Further Background information from OpenAI

We encourage you to gain familiarity with the OpenAI documentation which is provided at here

The documentation provides you with some useful background information on how OpenAI’s GPT AI models function


and troubleshooting AI generation issues which may arise.



3 helpful concepts you may wish to explore a little further are text generation models, embeddings and tokens



Text Generation Models

OpenAI’s text generation models — often called GPT models (short for Generative Pre-trained Transformers) — are designed to understand and produce human-like language. Examples include GPT-4 and GPT-3.5.
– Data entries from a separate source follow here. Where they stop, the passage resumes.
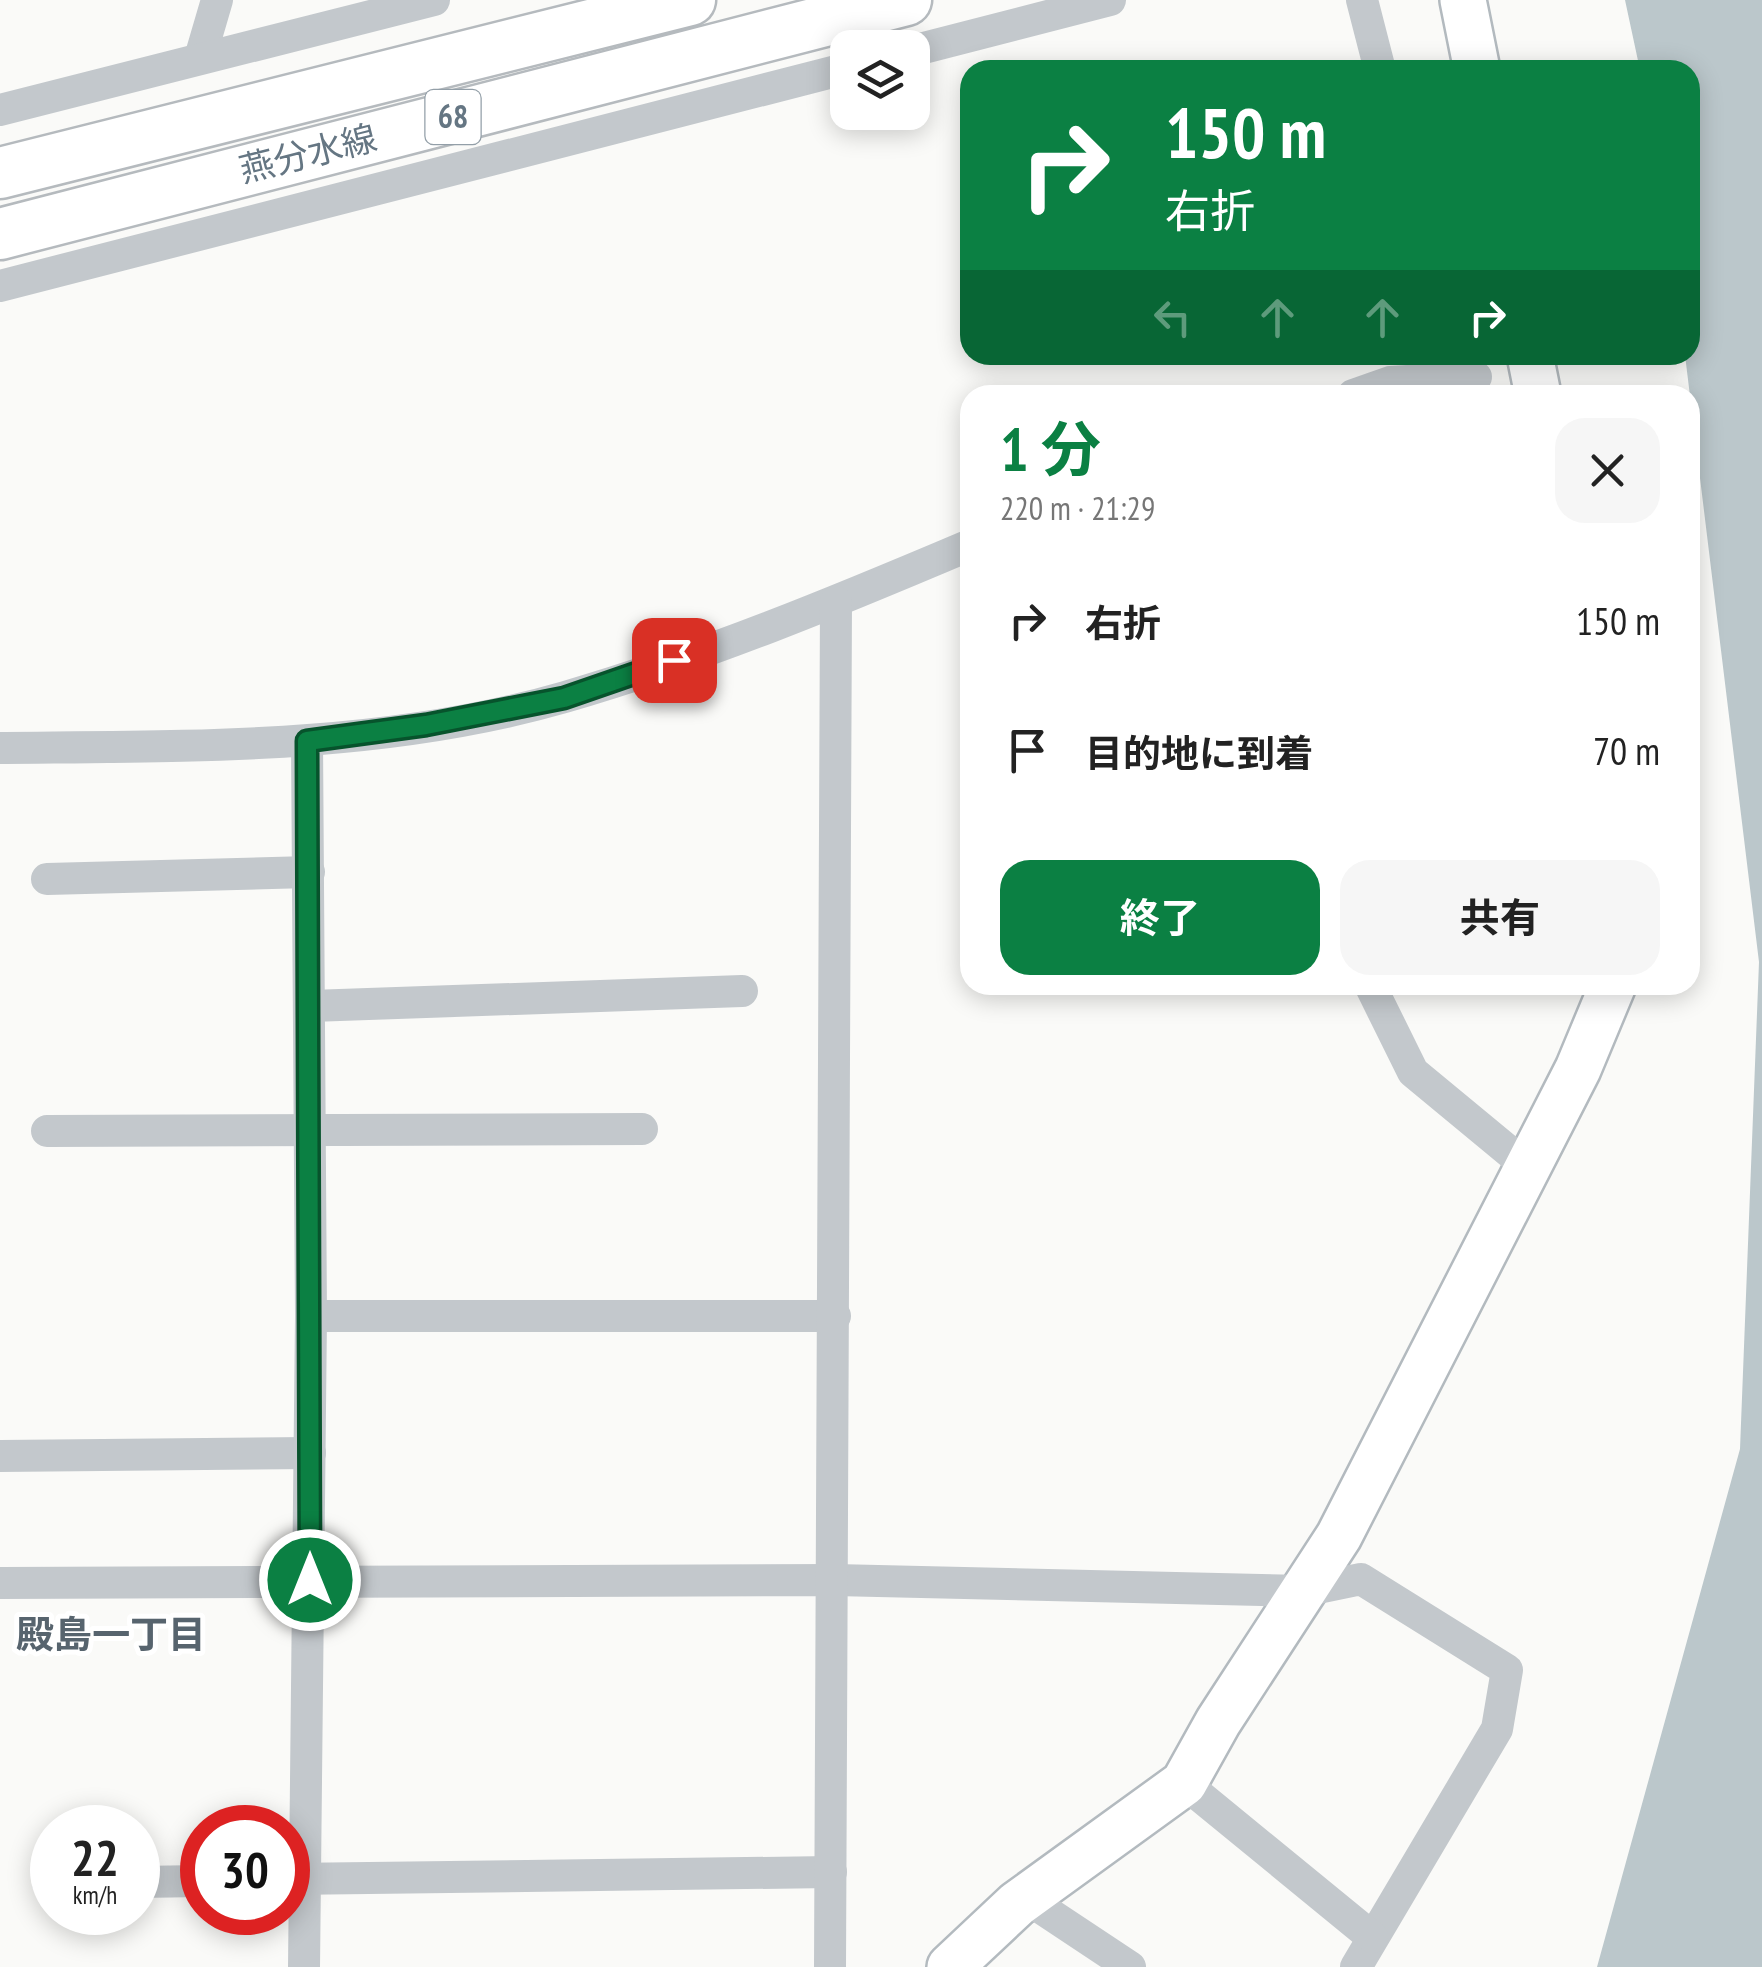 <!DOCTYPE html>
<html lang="ja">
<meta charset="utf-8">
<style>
:root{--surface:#fff;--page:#f6f6f6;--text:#222;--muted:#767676;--accent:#0b8043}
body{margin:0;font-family:"PT Sans Narrow","Noto Sans JP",sans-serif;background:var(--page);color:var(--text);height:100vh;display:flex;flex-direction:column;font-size:38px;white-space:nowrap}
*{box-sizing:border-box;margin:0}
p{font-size:32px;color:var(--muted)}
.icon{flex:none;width:55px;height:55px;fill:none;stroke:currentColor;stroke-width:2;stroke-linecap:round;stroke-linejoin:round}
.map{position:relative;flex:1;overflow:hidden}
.details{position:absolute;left:960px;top:385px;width:740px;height:610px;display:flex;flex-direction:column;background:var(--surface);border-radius:30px;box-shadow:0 5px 25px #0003}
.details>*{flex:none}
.banner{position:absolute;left:960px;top:60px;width:740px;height:305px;border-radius:30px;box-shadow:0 5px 25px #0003;background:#0b8043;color:#fff;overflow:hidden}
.buttons{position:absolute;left:830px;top:30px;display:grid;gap:20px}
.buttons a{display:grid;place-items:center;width:100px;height:100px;border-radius:20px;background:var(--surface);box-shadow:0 5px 25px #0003;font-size:50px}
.speed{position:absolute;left:30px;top:1805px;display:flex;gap:20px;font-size:50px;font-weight:700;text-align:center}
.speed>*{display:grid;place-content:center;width:130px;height:130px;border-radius:50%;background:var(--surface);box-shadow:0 5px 25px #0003;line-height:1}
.speed small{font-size:25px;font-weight:400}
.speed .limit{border:15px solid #d22;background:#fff;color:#111}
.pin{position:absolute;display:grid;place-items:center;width:85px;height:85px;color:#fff;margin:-42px;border-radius:20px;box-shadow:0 5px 15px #0006}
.me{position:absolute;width:110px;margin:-55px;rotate:0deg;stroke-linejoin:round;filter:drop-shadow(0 0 8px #0008)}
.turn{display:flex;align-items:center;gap:35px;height:210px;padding:0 40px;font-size:45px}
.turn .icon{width:130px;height:130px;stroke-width:2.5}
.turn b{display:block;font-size:70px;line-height:85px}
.lanes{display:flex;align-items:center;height:95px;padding:0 40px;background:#0003;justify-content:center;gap:50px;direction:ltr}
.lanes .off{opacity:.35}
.round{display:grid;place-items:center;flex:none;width:105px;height:105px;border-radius:30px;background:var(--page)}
.head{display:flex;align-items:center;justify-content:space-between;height:170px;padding:0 40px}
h1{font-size:60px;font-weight:700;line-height:75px;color:var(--accent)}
.button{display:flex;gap:20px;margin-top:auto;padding:20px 40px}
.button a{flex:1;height:115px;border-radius:30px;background:var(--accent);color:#fff;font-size:40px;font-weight:700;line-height:115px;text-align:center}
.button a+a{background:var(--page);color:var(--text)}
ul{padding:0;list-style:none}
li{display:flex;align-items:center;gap:30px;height:130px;padding:0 40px}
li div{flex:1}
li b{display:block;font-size:38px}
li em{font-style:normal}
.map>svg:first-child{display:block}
.water{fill:#bbc7cb}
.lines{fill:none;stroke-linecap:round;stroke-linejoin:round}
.secondary-casing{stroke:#b3babf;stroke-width:50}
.primary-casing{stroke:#b5babe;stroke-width:55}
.street{stroke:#c3c8cc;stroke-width:32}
.secondary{stroke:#fff;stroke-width:45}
.primary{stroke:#fff;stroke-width:50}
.route-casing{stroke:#07532c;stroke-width:25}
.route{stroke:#0b8043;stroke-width:18}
.labels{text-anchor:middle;stroke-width:10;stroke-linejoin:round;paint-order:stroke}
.shield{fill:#fff;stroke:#939fa8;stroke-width:2.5}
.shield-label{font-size:32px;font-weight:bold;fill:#657683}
.street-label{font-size:35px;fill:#657683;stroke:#fff}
.neighbourhood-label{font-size:38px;font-weight:bold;fill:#57646e;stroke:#fff}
</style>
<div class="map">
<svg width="1762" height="1967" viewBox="0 0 1762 1967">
<rect width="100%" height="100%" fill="#fafaf8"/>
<polygon class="water" points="1625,0 1762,0 1762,1967 1597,1967 1740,1449 1759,962 1685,355 1690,355 1690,70 1640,70"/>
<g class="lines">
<defs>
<g id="secondary">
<polyline points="1463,0 1477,70"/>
<polyline points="1530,355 1538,395"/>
<polyline points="950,1967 1017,1904 1184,1783 1218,1722 1339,1536 1578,1069 1613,985"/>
</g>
<g id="primary">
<polyline points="0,173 690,0"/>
<polyline points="0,234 906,0"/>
</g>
</defs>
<use href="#secondary" class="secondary-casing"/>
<use href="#primary" class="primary-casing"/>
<g class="street">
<polyline points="1362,0 1380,70"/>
<polyline points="912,51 1110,0"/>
<polyline points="200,58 217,0"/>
<polyline points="0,110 434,0"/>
<polyline points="0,286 848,68"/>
<polyline points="1353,395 1390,382 1476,377"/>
<path d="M0 748C188 746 382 750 565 697 703 657 838 601 970 545"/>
<polyline points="47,879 309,872"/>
<polyline points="1370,985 1413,1072 1529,1168"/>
<polyline points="311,1006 742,991"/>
<polyline points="47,1131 642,1129"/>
<polyline points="311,1316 835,1316"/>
<polyline points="0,1456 310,1453"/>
<polyline points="0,1583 835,1580 1303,1591 1361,1579 1507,1670 1497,1729 1356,1967"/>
<polyline points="1184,1783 1372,1937"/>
<polyline points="288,1879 831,1872"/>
<polyline points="138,1882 202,1881"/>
<polyline points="48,1883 52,1883"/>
<polyline points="1026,1898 1130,1967"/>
<polyline points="304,1967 311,1316 307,741"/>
<polyline points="830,1967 836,602"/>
</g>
<use href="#secondary" class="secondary"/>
<use href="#primary" class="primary"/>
</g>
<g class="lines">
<defs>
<polyline id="route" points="310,1580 307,741 426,725 564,698 674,660"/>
</defs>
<use href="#route" class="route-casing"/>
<use href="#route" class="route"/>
</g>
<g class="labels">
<rect class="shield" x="425.5" y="90" width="55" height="54" rx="8"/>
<g class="shield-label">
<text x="453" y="128">68</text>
</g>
<g class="street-label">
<text transform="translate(308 154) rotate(-14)" y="12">燕分水線</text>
</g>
<g class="neighbourhood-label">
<text x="111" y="1648">殿島一丁目</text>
</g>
</g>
</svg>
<div class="buttons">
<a><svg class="icon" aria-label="layers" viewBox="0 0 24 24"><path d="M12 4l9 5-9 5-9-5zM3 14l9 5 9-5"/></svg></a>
</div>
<div class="speed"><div>22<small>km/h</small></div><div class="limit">30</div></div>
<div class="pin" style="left:674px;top:660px;background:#d93025"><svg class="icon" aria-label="arrive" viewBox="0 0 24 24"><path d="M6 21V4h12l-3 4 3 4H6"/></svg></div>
<svg class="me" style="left:310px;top:1580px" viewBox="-20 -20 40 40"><circle r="17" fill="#0b8043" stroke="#fff" stroke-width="3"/><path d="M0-11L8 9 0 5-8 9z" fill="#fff"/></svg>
<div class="banner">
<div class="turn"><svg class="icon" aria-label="right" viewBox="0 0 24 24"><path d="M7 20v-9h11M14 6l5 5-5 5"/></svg><div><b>150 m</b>右折</div></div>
<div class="lanes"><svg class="icon off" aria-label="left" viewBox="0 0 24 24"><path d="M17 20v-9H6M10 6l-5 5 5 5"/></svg><svg class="icon off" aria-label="ahead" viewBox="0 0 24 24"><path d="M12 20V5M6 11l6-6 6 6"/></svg><svg class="icon off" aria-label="ahead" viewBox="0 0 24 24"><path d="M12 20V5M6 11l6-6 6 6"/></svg><svg class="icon" aria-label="right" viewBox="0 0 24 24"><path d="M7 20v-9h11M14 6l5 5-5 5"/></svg></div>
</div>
<section class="details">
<div class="head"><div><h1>1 分</h1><p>220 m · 21:29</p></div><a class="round"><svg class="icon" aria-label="close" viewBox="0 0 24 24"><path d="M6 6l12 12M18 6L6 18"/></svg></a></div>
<ul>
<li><svg class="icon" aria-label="right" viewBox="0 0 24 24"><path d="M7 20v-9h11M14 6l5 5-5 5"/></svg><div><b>右折</b></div><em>150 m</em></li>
<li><svg class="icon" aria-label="arrive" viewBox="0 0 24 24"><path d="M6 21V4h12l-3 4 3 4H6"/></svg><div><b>目的地に到着</b></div><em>70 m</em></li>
</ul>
<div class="button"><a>終了</a><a>共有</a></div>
</section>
</div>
These models generate text based on inputs known as prompts. A prompt is simply the set of instructions or examples you provide, which effectively “programs” the model to carry out a task. By adjusting your prompt, you can guide the model to write content, answer questions, summarize information, generate code, hold conversations, or create stories.


Embeddings

An embedding is a way of turning a piece of data — such as a sentence — into a list of numbers (a vector) that captures its meaning. Pieces of text with similar meaning or context will have embeddings that are close together, while unrelated text will be farther apart.

OpenAI’s embedding models take text as input and return these numerical representations. They are widely used in tasks like:

  • Search (finding the most relevant results)

  • Clustering (grouping similar items)

  • Recommendations

  • Detecting unusual patterns

  • Classification


Tokens

Both text generation and embedding models process text in small units called tokens. Tokens are not the same as words — they are chunks of characters. For example:

  • The word " tokenization" is split into " token" and "ization".

  • A short word like " the" is represented as a single token.

As a rule of thumb, 1 token ≈ 4 characters, or about three-quarters of a word in English.


Context Length

Each model has a maximum context length, which is the total number of tokens it can handle at once.

  • For text generation models, this limit applies to the prompt plus the generated output.

  • For embedding models, this limit applies to the input text only (since they don’t generate tokens).